Resample audio file in chunks to reduce memory usage #16

finnvoor · 2024-02-06T12:33:48Z

WhisperKit/Sources/WhisperKit/Core/AudioProcessor.swift

Lines 197 to 217 in fed90c7

    
           let newFrameLength = Int64((sampleRate / audioFile.fileFormat.sampleRate) * Double(audioFile.length)) 
        
           let outputFormat = AVAudioFormat(standardFormatWithSampleRate: sampleRate, channels: channelCount)! 
        
           guard let converter = AVAudioConverter(from: audioFile.processingFormat, to: outputFormat) else { 
        
               Logging.error("Failed to create audio converter") 
        
               return nil 
        
           } 
        
           let frameCount = AVAudioFrameCount(audioFile.length) 
        
           guard let inputBuffer = AVAudioPCMBuffer(pcmFormat: audioFile.processingFormat, frameCapacity: frameCount), 
        
                 let outputBuffer = AVAudioPCMBuffer(pcmFormat: outputFormat, frameCapacity: AVAudioFrameCount(newFrameLength)) 
        
           else { 
        
               Logging.error("Unable to create buffers, likely due to unsupported file format") 
        
               return nil 
        
           } 
        
           do { 
        
               try audioFile.read(into: inputBuffer, frameCount: frameCount) 
        
           } catch { 
        
               Logging.error("Error reading audio file: \(error)") 
        
               return nil 
        
           }

Creating an AVAudioPCMBuffer for the whole input audio buffer can easily surpass iOS memory limits.

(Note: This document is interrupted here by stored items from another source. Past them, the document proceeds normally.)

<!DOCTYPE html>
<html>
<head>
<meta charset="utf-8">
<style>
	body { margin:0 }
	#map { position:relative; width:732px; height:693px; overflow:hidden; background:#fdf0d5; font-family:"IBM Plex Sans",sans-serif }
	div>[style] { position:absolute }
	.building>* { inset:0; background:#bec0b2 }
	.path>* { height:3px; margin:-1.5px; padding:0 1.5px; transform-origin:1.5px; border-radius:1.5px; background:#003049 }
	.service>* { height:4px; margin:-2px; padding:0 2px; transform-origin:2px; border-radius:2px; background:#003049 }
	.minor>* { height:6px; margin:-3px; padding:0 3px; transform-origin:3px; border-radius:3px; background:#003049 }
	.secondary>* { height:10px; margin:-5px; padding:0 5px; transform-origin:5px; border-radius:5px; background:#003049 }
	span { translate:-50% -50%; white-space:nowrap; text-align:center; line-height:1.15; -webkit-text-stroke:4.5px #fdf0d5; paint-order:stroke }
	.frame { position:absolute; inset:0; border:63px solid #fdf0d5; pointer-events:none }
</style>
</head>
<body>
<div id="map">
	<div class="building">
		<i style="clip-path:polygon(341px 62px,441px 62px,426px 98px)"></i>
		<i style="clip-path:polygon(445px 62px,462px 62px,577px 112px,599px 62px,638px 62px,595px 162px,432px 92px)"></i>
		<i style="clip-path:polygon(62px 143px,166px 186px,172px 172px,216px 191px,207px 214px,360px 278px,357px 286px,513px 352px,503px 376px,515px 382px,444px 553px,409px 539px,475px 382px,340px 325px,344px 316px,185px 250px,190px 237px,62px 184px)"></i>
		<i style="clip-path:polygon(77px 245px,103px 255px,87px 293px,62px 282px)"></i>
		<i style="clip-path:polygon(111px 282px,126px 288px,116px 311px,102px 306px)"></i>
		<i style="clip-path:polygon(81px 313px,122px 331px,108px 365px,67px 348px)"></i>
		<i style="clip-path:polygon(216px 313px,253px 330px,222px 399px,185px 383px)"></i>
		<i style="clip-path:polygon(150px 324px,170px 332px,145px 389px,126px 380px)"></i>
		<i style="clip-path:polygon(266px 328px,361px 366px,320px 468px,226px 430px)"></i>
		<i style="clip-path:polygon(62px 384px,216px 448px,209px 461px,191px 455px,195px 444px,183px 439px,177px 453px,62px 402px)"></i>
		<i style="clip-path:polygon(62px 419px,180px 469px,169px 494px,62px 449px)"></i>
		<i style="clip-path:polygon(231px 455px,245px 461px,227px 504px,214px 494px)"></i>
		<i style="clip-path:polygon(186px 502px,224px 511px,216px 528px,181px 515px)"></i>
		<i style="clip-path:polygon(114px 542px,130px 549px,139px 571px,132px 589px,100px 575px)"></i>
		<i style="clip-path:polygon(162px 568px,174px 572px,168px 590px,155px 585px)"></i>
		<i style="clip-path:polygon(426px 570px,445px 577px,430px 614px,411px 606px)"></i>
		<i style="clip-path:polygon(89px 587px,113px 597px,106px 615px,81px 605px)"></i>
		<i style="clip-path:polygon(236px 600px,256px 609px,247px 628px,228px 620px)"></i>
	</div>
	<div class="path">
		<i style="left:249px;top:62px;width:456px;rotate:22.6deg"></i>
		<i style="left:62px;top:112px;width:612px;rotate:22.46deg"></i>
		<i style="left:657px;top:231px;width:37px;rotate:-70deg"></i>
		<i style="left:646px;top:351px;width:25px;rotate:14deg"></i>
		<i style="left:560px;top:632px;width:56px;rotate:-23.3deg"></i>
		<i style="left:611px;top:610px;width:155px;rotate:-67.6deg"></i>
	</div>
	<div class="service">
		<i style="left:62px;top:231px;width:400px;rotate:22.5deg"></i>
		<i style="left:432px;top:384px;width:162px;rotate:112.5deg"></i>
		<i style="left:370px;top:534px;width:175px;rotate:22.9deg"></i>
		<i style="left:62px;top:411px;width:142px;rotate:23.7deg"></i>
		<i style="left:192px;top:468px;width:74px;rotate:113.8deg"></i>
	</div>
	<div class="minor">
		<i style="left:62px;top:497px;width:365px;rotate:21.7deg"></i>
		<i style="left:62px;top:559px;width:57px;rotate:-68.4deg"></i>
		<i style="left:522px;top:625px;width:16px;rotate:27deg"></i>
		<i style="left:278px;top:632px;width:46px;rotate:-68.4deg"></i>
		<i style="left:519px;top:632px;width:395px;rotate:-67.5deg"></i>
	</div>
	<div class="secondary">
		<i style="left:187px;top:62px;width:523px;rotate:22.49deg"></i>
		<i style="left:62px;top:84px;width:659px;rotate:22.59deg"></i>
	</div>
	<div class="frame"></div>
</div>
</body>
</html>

Attempting to transcribe a 44100hz, 2 channel, ~1hr long video crashes on iOS due to running out of memory. It would be nice if instead of reading all the input audio into a buffer at once and converting, the audio was read and converted in chunks to reduce the memory usage.

Another less common issue that would be solved by chunking the audio is that AVAudioPCMBuffer has a max size of UInt32.max, which can be hit when transcribing a 1-2hr, 16 channel, 44100hz audio file. This is a fairly typical audio file for a podcast recorded with a RODECaster Pro.

The text was updated successfully, but these errors were encountered:

ZachNagengast · 2024-02-07T23:18:13Z

Hi @finnvoor totally makes sense thanks for reporting this - there is an option to try that I'll recommend with the current codebase, and a path we could take moving forward I'm curious about your feedback on.

First option would be handling the chunking on the app side by using the transcribe interface that accepts an audioArray:

    public func transcribe(audioArray: [Float],
                           decodeOptions: DecodingOptions? = nil,
                           callback: TranscriptionCallback = nil) async throws -> TranscriptionResult?

Psuedo code for that would look similar to how to do streaming:

Generate a 30s array of samples from the audio file

        var currentSeek = 0
        guard let audioFile = try? AVAudioFile(forReading: URL(string: audioFilePath)!) else { return nil }
        audioFile.framePosition = currentSeek
        let inputBuffer = AVAudioPCMBuffer(pcmFormat: audioFile.processingFormat, frameCapacity: AVAudioFrameCount(audioFile.fileFormat.sampleRate * 30.0))
        try? audioFile.read(into: inputBuffer!)

Convert it to 16khz 1 channel

        let desiredFormat = AVAudioFormat(
            commonFormat: .pcmFormatFloat32,
            sampleRate: Double(WhisperKit.sampleRate),
            channels: AVAudioChannelCount(1),
            interleaved: false
        )!
        let converter = AVAudioConverter(from: audioFile.processingFormat, to: desiredFormat)
        let audioArray = try? AudioProcessor.resampleBuffer(inputBuffer!, with: converter!)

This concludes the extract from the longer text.